• _Work to complete_
All of the entries below are to be copied without any alteration.
◇ ◇ ◇
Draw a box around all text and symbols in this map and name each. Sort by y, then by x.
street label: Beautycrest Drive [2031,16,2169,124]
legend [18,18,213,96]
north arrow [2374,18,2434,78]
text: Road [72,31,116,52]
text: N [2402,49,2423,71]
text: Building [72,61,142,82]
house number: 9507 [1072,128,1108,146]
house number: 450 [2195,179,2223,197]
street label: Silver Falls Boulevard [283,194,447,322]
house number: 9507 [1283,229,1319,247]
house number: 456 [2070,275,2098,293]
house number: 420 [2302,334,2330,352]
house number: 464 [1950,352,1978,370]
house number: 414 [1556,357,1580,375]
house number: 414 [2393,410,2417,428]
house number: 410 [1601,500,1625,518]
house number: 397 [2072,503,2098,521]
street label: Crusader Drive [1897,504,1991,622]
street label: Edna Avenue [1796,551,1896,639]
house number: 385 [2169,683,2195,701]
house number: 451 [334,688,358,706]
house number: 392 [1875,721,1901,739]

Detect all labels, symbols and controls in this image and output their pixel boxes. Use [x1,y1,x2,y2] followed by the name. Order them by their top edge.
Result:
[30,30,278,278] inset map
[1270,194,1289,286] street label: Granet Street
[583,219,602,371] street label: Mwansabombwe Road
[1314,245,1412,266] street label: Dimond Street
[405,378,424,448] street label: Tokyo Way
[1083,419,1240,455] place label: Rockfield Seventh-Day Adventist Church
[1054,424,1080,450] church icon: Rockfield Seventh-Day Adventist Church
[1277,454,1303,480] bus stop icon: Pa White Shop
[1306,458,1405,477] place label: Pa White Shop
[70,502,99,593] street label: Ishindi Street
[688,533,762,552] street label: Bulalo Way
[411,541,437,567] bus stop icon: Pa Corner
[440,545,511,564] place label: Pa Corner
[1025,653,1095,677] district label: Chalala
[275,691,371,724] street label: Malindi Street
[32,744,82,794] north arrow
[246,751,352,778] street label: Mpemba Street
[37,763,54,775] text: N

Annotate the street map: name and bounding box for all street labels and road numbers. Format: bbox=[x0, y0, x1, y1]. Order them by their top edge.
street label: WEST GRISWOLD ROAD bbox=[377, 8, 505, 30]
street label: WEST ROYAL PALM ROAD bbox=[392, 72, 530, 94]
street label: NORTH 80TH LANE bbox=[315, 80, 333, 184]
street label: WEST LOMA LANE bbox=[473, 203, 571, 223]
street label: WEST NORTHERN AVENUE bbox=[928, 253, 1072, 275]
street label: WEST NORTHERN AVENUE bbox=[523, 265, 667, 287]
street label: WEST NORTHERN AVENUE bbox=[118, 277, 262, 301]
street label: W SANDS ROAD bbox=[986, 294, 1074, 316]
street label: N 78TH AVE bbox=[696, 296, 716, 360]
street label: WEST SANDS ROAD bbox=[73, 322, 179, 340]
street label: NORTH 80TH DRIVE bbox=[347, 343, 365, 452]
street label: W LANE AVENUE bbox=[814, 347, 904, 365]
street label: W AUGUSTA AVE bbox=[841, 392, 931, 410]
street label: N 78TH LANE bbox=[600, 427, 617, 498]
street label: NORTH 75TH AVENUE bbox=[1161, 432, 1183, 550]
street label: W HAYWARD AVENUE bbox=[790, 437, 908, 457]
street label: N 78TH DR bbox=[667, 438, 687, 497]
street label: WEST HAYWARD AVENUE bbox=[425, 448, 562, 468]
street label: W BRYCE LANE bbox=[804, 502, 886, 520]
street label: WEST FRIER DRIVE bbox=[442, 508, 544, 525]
◇ ◇ ◇
• _Result_
Draw a box around all text and symbols in this map and name each. Sort by y, then by x.
street label: Beautycrest Drive [2031,16,2169,124]
legend [18,18,213,96]
north arrow [2374,18,2434,78]
text: Road [72,31,116,52]
text: N [2402,49,2423,71]
text: Building [72,61,142,82]
house number: 9507 [1072,128,1108,146]
house number: 450 [2195,179,2223,197]
street label: Silver Falls Boulevard [283,194,447,322]
house number: 9507 [1283,229,1319,247]
house number: 456 [2070,275,2098,293]
house number: 420 [2302,334,2330,352]
house number: 464 [1950,352,1978,370]
house number: 414 [1556,357,1580,375]
house number: 414 [2393,410,2417,428]
house number: 410 [1601,500,1625,518]
house number: 397 [2072,503,2098,521]
street label: Crusader Drive [1897,504,1991,622]
street label: Edna Avenue [1796,551,1896,639]
house number: 385 [2169,683,2195,701]
house number: 451 [334,688,358,706]
house number: 392 [1875,721,1901,739]

Detect all labels, symbols and controls in this image and output their pixel boxes. Use [x1,y1,x2,y2] followed by the name. Order them by their top edge.
Result:
[30,30,278,278] inset map
[1270,194,1289,286] street label: Granet Street
[583,219,602,371] street label: Mwansabombwe Road
[1314,245,1412,266] street label: Dimond Street
[405,378,424,448] street label: Tokyo Way
[1083,419,1240,455] place label: Rockfield Seventh-Day Adventist Church
[1054,424,1080,450] church icon: Rockfield Seventh-Day Adventist Church
[1277,454,1303,480] bus stop icon: Pa White Shop
[1306,458,1405,477] place label: Pa White Shop
[70,502,99,593] street label: Ishindi Street
[688,533,762,552] street label: Bulalo Way
[411,541,437,567] bus stop icon: Pa Corner
[440,545,511,564] place label: Pa Corner
[1025,653,1095,677] district label: Chalala
[275,691,371,724] street label: Malindi Street
[32,744,82,794] north arrow
[246,751,352,778] street label: Mpemba Street
[37,763,54,775] text: N

Annotate the street map: name and bounding box for all street labels and road numbers. Format: bbox=[x0, y0, x1, y1]. Order them by their top edge.
street label: WEST GRISWOLD ROAD bbox=[377, 8, 505, 30]
street label: WEST ROYAL PALM ROAD bbox=[392, 72, 530, 94]
street label: NORTH 80TH LANE bbox=[315, 80, 333, 184]
street label: WEST LOMA LANE bbox=[473, 203, 571, 223]
street label: WEST NORTHERN AVENUE bbox=[928, 253, 1072, 275]
street label: WEST NORTHERN AVENUE bbox=[523, 265, 667, 287]
street label: WEST NORTHERN AVENUE bbox=[118, 277, 262, 301]
street label: W SANDS ROAD bbox=[986, 294, 1074, 316]
street label: N 78TH AVE bbox=[696, 296, 716, 360]
street label: WEST SANDS ROAD bbox=[73, 322, 179, 340]
street label: NORTH 80TH DRIVE bbox=[347, 343, 365, 452]
street label: W LANE AVENUE bbox=[814, 347, 904, 365]
street label: W AUGUSTA AVE bbox=[841, 392, 931, 410]
street label: N 78TH LANE bbox=[600, 427, 617, 498]
street label: NORTH 75TH AVENUE bbox=[1161, 432, 1183, 550]
street label: W HAYWARD AVENUE bbox=[790, 437, 908, 457]
street label: N 78TH DR bbox=[667, 438, 687, 497]
street label: WEST HAYWARD AVENUE bbox=[425, 448, 562, 468]
street label: W BRYCE LANE bbox=[804, 502, 886, 520]
street label: WEST FRIER DRIVE bbox=[442, 508, 544, 525]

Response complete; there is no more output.